### Records for processing
● ● ●
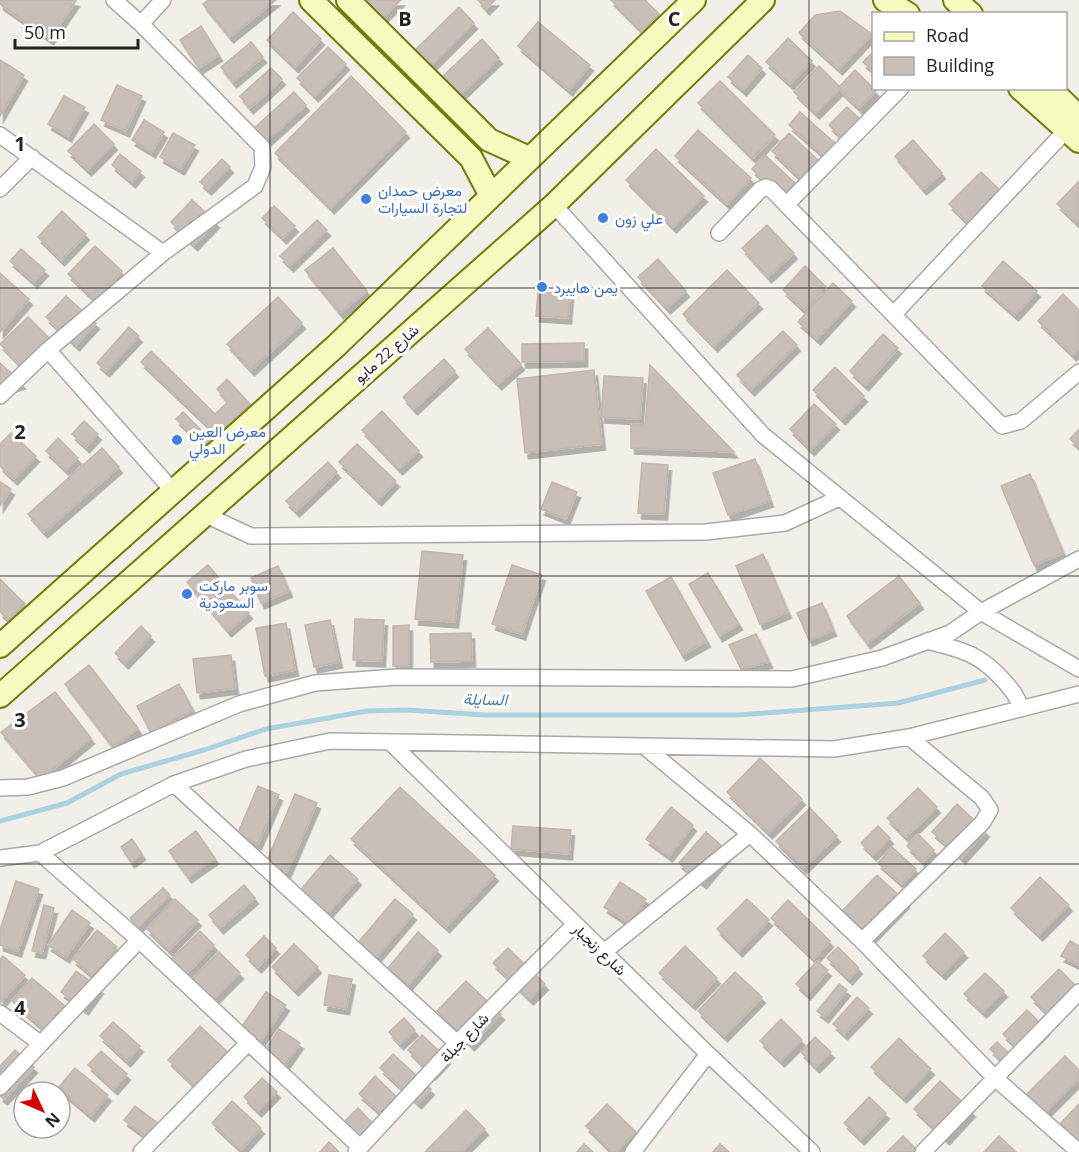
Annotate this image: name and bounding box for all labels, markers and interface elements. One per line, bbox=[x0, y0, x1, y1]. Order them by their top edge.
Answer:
● ● ●
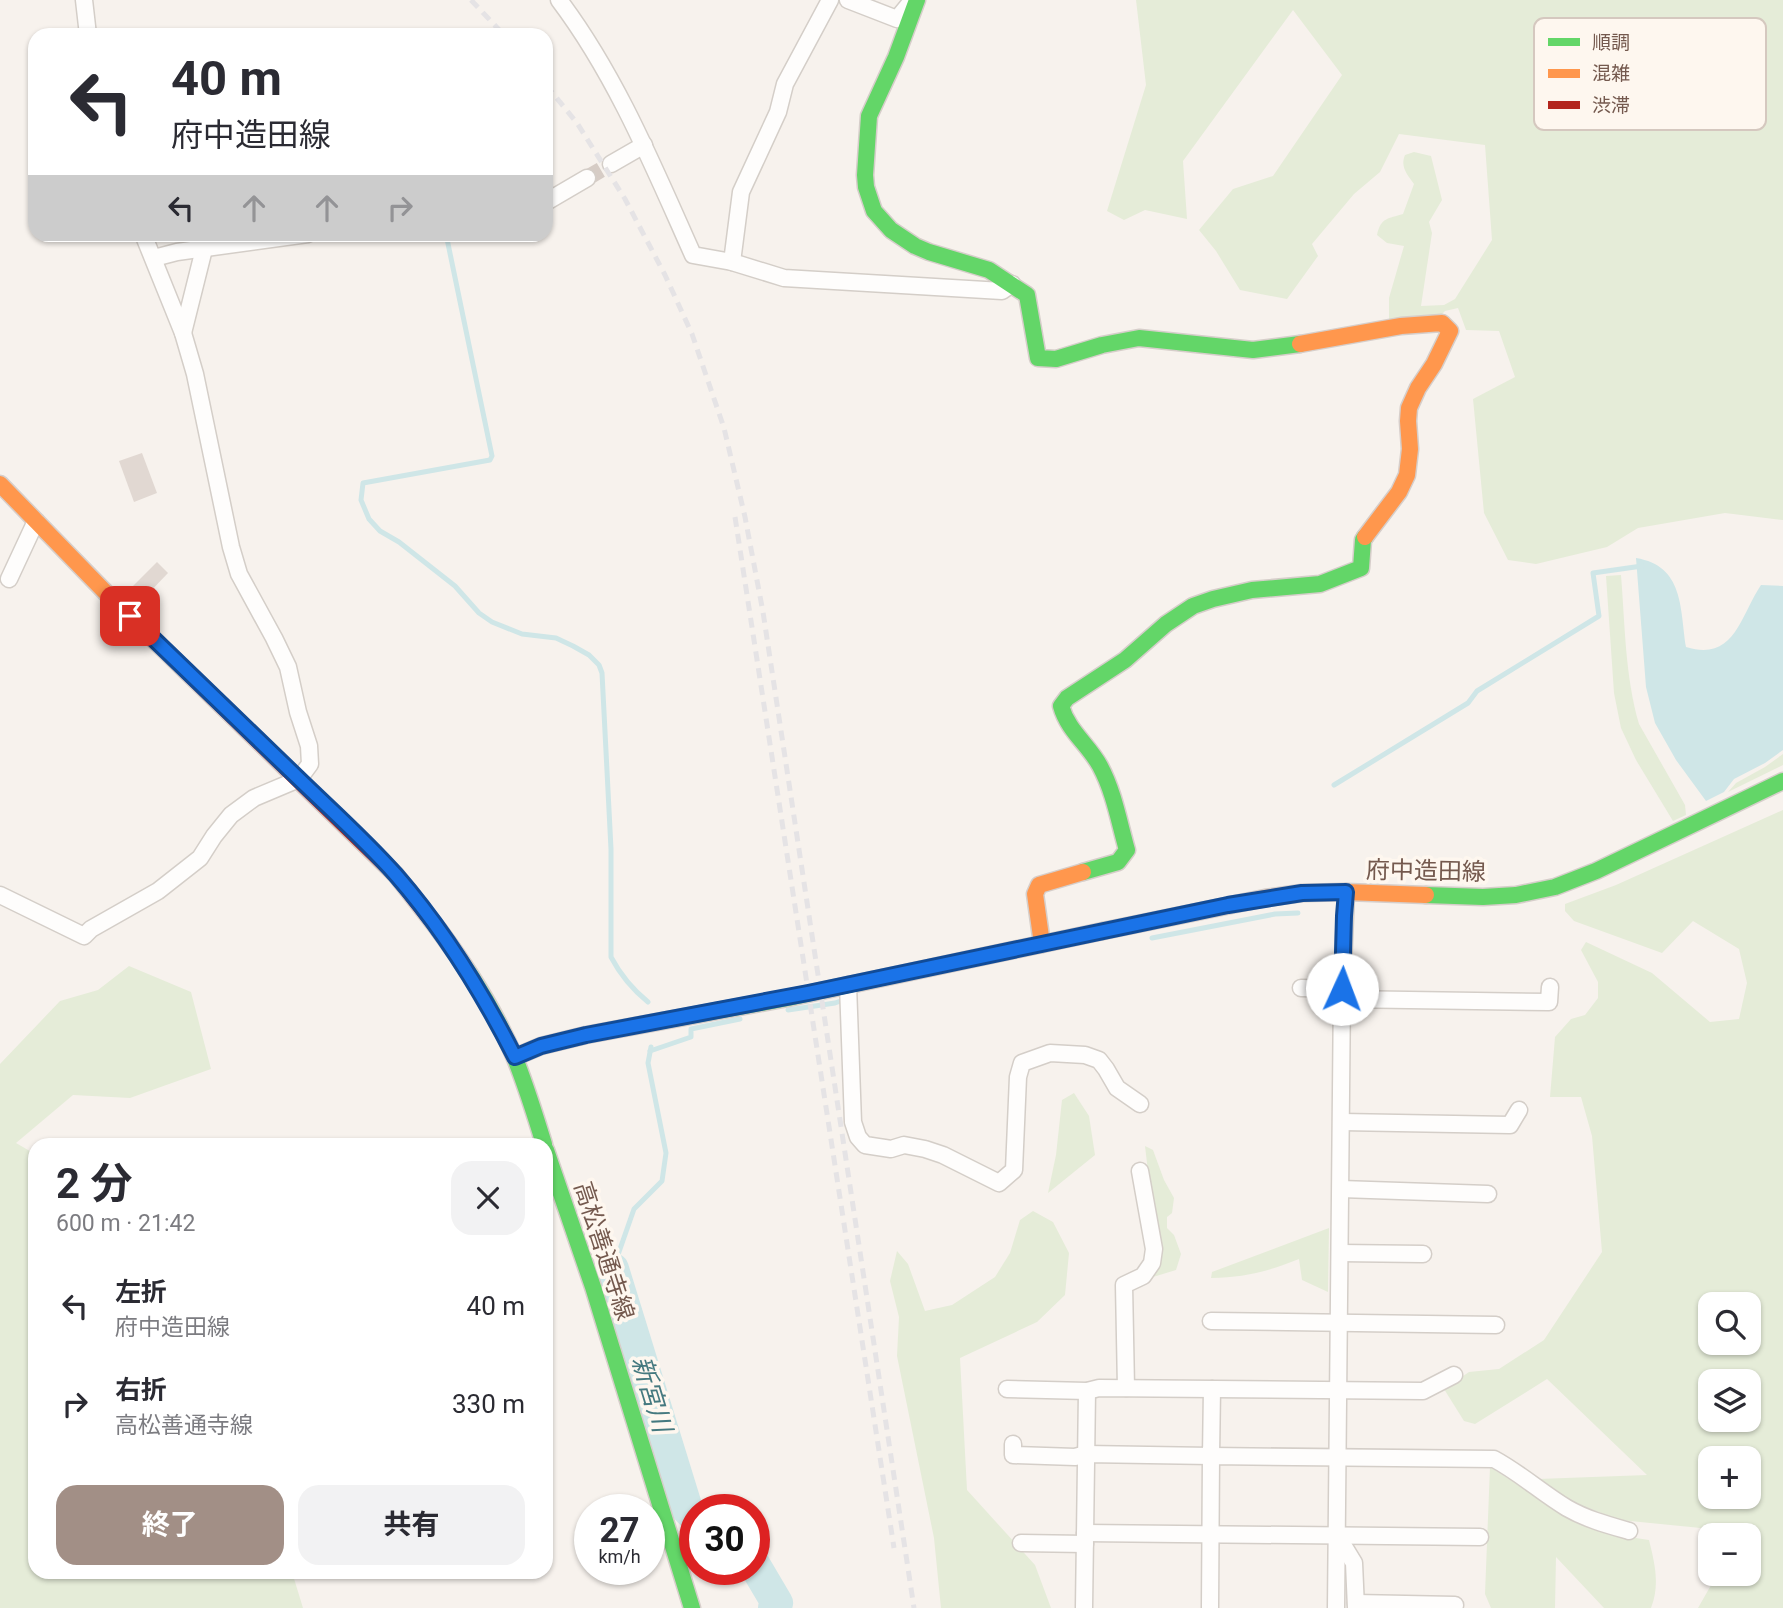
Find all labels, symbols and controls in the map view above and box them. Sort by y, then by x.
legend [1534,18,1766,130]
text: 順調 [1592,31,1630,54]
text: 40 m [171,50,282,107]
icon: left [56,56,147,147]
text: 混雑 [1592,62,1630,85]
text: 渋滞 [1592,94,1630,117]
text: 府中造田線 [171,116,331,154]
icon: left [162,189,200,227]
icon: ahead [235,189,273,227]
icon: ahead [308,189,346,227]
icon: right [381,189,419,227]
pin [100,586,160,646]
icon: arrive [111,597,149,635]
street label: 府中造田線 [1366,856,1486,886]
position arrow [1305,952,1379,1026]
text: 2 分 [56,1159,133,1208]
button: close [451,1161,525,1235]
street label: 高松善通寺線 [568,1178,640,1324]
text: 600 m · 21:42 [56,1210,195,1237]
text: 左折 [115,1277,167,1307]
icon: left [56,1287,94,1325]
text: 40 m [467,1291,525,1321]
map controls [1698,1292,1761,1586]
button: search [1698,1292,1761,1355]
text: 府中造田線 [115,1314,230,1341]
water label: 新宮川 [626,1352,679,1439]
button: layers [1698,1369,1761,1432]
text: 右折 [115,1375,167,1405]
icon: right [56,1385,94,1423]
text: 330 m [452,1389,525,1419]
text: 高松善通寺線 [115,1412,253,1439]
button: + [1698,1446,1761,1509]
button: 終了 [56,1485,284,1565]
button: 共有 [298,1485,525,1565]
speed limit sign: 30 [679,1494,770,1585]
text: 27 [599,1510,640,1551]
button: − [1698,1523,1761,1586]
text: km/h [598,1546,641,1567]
● ● ●
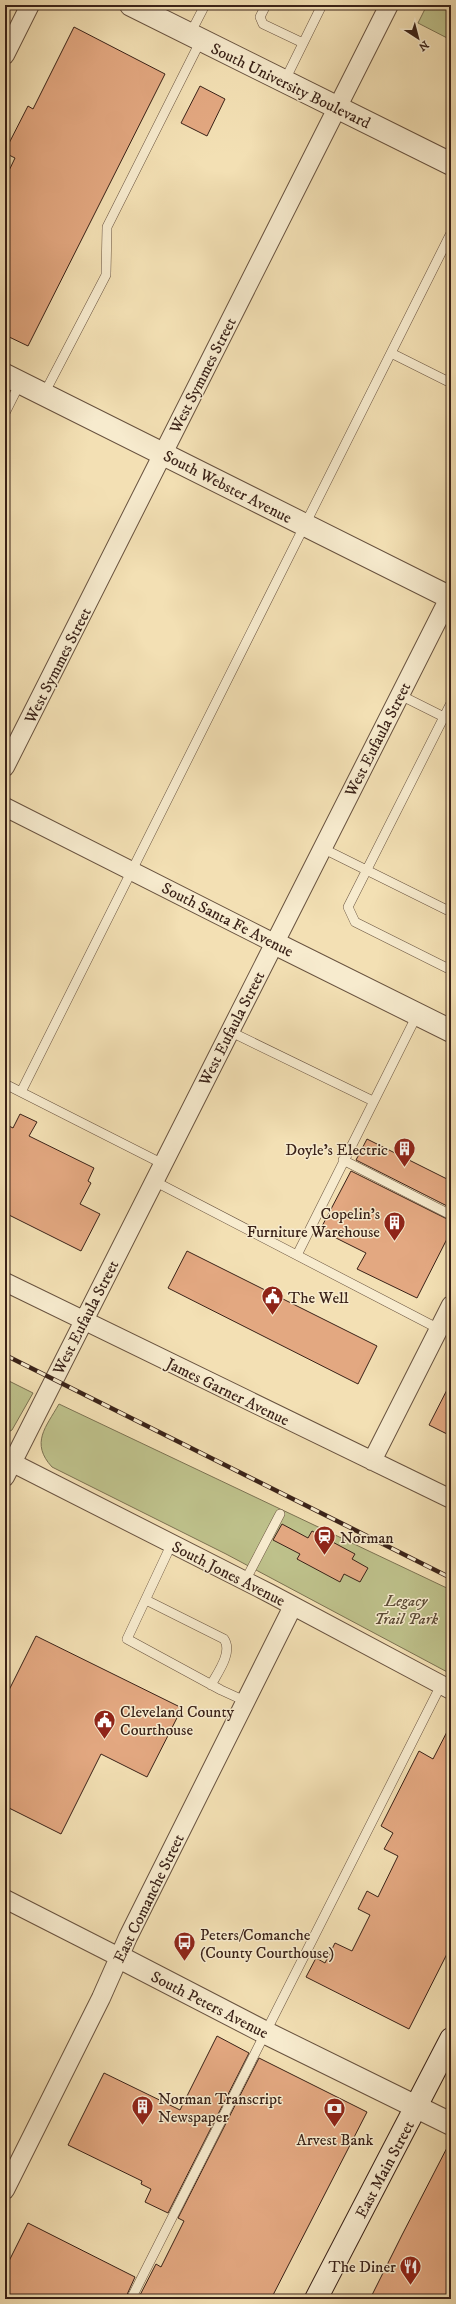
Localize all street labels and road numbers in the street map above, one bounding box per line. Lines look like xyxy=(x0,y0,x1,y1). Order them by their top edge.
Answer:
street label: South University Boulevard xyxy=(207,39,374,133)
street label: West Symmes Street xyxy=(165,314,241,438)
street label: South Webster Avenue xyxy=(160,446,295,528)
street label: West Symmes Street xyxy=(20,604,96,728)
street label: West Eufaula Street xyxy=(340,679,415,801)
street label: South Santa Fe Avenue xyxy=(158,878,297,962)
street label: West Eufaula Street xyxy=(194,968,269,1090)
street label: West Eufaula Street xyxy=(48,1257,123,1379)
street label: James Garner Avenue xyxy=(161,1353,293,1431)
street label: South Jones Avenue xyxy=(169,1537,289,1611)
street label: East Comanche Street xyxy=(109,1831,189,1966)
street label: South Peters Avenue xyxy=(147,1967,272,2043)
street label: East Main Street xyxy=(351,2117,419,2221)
● ● ●
### Your instructions
Collect every line from the records above that contains the word "bounding".

### Task response
Annotate this image: name and bounding box for all labels, markers and interface elements. One per line, bbox=[x0, y0, x1, y1]. Order them by their top edge.
Localize all street labels and road numbers in the street map above, one bounding box per line. Lines look like xyxy=(x0,y0,x1,y1). Order them by their top edge.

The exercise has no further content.